"I am glad to hear you say so," said the lawyer, smiling.

"I cannot, and so you have the best of me. But you can't make me like a lord, or think that a young man ought to wear a silk gown."

"I quite agree with you that the silk gowns should be kept for their elders," and so the conversation was ended.

Daniel Thwaite had not been made to like a lord, but the eloquence of the urbane lawyer was not wasted on him. Thinking of it all as he wandered alone through the streets, he began to believe that it would be more manly to do as he was advised than to abstain because the doing of the thing would in itself be disagreeable to him.

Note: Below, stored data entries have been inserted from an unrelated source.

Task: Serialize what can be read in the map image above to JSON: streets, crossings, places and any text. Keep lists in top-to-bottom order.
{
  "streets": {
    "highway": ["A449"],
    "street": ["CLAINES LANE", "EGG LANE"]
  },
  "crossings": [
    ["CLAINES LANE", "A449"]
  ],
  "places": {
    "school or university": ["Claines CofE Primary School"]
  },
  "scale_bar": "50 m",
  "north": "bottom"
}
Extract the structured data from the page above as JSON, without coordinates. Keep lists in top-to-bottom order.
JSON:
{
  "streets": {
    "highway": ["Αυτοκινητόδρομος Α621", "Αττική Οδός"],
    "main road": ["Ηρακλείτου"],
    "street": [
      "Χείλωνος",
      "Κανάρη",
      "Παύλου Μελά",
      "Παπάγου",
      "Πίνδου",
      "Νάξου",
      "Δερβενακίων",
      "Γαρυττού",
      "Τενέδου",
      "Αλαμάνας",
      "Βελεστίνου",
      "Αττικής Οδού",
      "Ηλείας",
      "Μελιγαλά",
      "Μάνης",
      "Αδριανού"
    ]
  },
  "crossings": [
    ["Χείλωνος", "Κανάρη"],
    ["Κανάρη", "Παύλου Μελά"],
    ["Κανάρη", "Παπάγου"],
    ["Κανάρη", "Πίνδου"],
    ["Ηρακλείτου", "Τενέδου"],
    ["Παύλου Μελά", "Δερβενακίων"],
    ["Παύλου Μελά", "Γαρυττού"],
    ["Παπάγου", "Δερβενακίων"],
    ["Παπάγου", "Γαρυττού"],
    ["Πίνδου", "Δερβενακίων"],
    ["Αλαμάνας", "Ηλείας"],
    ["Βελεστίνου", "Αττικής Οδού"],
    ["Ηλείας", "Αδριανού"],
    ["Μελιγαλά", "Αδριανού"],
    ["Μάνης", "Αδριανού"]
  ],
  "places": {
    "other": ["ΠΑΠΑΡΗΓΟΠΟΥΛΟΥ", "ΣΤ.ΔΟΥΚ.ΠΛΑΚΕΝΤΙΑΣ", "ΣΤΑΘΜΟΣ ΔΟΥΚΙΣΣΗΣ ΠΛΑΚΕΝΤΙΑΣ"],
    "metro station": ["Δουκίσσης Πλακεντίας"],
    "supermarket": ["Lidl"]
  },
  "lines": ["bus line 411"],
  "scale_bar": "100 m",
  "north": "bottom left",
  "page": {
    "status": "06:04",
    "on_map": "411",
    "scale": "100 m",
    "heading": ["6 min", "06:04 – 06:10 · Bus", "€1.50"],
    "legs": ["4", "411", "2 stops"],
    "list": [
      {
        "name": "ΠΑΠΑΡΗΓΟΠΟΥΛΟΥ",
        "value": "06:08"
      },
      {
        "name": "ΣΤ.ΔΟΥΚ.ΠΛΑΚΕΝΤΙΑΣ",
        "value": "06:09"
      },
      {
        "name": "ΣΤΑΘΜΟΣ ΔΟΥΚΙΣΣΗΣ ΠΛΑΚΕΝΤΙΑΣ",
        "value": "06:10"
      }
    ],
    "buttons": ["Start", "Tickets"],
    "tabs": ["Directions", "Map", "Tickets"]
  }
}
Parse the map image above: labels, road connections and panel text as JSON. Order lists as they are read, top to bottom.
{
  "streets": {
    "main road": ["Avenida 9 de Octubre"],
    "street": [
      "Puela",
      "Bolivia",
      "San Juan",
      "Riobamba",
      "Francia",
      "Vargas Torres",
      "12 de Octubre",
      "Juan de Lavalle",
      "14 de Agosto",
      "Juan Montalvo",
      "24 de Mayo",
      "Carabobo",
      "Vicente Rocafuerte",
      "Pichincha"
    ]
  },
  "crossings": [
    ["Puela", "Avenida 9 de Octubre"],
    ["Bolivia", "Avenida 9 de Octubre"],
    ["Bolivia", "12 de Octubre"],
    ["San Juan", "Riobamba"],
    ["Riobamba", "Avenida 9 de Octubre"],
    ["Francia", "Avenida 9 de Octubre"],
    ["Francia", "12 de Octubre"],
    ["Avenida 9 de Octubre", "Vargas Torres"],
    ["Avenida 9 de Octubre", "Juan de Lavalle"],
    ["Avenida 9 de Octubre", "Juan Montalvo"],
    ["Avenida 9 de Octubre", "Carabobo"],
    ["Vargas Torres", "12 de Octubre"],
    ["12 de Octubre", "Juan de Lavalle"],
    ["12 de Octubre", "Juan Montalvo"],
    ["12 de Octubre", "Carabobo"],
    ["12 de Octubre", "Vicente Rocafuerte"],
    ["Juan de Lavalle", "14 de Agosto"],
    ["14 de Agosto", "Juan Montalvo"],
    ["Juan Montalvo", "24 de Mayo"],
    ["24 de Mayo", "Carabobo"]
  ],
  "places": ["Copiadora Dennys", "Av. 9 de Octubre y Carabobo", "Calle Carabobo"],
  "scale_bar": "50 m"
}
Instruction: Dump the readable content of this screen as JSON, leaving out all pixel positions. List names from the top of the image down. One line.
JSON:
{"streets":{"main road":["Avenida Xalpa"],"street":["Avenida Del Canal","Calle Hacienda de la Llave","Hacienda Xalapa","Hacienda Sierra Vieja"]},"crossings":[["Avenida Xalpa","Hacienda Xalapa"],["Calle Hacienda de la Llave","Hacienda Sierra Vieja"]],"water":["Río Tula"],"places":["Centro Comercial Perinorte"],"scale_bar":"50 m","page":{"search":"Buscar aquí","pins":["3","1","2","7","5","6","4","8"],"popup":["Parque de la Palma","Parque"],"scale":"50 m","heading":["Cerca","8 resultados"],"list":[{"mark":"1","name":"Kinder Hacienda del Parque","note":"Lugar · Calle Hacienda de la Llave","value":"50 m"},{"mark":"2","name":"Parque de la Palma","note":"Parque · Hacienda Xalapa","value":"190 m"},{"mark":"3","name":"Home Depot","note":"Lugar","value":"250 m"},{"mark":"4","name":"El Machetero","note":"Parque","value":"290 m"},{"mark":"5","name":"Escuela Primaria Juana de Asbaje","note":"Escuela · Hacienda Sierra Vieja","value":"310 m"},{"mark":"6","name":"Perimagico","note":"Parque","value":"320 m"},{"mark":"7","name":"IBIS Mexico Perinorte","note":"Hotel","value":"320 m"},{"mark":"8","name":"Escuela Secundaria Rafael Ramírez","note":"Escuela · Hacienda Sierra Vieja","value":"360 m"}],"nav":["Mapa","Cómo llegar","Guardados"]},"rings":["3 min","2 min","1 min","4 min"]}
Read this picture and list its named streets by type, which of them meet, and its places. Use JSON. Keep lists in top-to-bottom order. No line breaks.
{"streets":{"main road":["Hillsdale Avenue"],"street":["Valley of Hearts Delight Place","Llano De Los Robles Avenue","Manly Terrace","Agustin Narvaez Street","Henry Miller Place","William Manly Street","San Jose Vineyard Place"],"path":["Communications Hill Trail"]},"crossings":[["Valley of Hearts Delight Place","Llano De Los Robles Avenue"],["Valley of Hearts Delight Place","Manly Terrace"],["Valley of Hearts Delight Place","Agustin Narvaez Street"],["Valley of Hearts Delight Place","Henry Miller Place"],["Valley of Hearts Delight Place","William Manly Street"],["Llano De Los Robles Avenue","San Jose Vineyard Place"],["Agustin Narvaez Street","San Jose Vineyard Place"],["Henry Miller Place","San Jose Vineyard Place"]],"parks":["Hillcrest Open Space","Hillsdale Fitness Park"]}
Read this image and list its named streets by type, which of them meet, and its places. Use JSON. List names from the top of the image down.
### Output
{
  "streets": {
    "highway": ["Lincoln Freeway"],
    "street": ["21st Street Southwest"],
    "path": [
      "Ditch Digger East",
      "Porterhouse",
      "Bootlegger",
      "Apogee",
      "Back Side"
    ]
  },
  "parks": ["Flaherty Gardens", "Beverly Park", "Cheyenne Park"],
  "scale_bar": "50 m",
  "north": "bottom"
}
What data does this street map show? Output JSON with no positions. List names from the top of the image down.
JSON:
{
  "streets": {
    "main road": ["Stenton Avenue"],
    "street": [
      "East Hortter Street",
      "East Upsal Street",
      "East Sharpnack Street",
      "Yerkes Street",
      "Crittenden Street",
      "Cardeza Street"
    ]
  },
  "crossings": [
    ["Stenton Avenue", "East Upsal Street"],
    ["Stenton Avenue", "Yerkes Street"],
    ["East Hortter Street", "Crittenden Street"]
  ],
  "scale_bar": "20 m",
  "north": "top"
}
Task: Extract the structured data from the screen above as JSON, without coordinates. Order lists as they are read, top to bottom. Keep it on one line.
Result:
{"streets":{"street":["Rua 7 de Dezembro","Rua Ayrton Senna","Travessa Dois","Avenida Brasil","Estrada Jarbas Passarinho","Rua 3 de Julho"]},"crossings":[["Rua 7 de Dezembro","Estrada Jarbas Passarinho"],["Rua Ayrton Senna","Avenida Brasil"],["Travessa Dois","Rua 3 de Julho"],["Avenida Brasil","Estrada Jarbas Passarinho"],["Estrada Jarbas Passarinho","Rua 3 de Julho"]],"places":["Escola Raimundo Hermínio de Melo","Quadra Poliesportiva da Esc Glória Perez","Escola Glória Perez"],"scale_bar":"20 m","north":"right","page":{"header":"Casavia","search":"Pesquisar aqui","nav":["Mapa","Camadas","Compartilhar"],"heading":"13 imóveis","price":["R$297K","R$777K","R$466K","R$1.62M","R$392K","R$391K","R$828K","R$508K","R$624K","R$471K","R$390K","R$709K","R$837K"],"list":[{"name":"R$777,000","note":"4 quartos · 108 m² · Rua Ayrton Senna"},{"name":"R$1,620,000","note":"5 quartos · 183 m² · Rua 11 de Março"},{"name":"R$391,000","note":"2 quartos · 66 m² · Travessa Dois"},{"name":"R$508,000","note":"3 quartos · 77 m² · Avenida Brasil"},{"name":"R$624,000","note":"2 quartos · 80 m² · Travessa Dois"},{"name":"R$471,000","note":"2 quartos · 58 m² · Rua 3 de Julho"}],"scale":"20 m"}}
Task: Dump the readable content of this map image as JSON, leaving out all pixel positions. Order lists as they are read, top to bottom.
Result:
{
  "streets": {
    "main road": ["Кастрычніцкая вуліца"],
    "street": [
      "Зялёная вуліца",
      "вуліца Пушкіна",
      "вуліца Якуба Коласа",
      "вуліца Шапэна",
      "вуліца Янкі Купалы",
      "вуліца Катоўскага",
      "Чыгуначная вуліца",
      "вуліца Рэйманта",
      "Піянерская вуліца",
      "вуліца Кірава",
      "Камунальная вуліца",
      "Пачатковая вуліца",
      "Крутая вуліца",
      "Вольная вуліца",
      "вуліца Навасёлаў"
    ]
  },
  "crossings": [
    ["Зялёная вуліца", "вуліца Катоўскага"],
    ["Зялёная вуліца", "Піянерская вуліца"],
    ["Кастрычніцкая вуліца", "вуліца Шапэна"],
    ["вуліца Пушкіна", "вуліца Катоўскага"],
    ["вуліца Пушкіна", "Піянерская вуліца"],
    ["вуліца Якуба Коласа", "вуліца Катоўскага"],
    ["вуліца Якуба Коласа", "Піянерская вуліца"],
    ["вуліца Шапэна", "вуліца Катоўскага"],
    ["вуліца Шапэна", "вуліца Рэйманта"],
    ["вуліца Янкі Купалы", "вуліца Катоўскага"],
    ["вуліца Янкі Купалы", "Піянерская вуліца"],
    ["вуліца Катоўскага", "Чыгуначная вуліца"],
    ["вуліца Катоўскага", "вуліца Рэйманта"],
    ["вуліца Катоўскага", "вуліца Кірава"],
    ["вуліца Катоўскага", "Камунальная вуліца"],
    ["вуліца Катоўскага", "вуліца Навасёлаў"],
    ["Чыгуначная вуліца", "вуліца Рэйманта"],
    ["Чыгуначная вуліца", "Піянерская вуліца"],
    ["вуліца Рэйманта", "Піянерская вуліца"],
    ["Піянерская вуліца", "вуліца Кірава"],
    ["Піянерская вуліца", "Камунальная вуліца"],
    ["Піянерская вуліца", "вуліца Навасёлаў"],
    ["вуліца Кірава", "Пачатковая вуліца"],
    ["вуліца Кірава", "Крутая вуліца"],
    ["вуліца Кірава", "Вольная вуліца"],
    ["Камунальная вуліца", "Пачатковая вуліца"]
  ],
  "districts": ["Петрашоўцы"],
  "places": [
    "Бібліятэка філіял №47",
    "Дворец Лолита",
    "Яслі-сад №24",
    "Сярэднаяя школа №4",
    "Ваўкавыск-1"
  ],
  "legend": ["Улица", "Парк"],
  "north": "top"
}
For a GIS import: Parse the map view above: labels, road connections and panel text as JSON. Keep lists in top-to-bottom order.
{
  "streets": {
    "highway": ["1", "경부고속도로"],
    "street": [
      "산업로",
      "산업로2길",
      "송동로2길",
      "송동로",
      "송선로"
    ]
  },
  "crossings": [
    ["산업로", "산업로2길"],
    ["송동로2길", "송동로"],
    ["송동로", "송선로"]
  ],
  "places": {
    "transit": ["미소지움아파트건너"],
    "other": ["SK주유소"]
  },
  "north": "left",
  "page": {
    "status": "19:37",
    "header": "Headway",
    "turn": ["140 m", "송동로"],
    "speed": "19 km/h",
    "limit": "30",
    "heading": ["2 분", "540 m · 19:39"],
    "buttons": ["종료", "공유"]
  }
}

On the following day, Lady Anna was with him as usual; for the pretext of his wound still afforded to her the means of paying to him those daily visits which in happier circumstances he would naturally have paid to her. "Would you like to go to Yoxham?" he said. She looked wistfully up into his face. With her there was a real wish that the poles might be joined together by her future husband. She had found, as she had thought of it, that she could not make herself either happy or contented except by marrying him, but it had not been without regret that she had consented to destroy altogether the link which bound her to the noble blood of the Lovels. She had been made to appreciate the sweet flavour of aristocratic influences, and now that the Lovels were willing to receive her in spite of her marriage, she was more than willing to accept their offered friendship. "If you really wish it, you shall go," he said.

"But you must go also."

"Yes;—for one day. And I must have a pair of gloves and a black coat."

"And a blue one,—to be married in."

"Alas me! Must I have a pink silk gown to walk about in, early in the morning?"

"You shall if you like, and I'll make it for you."

"I'd sooner see you darning my worsted stockings, sweetheart."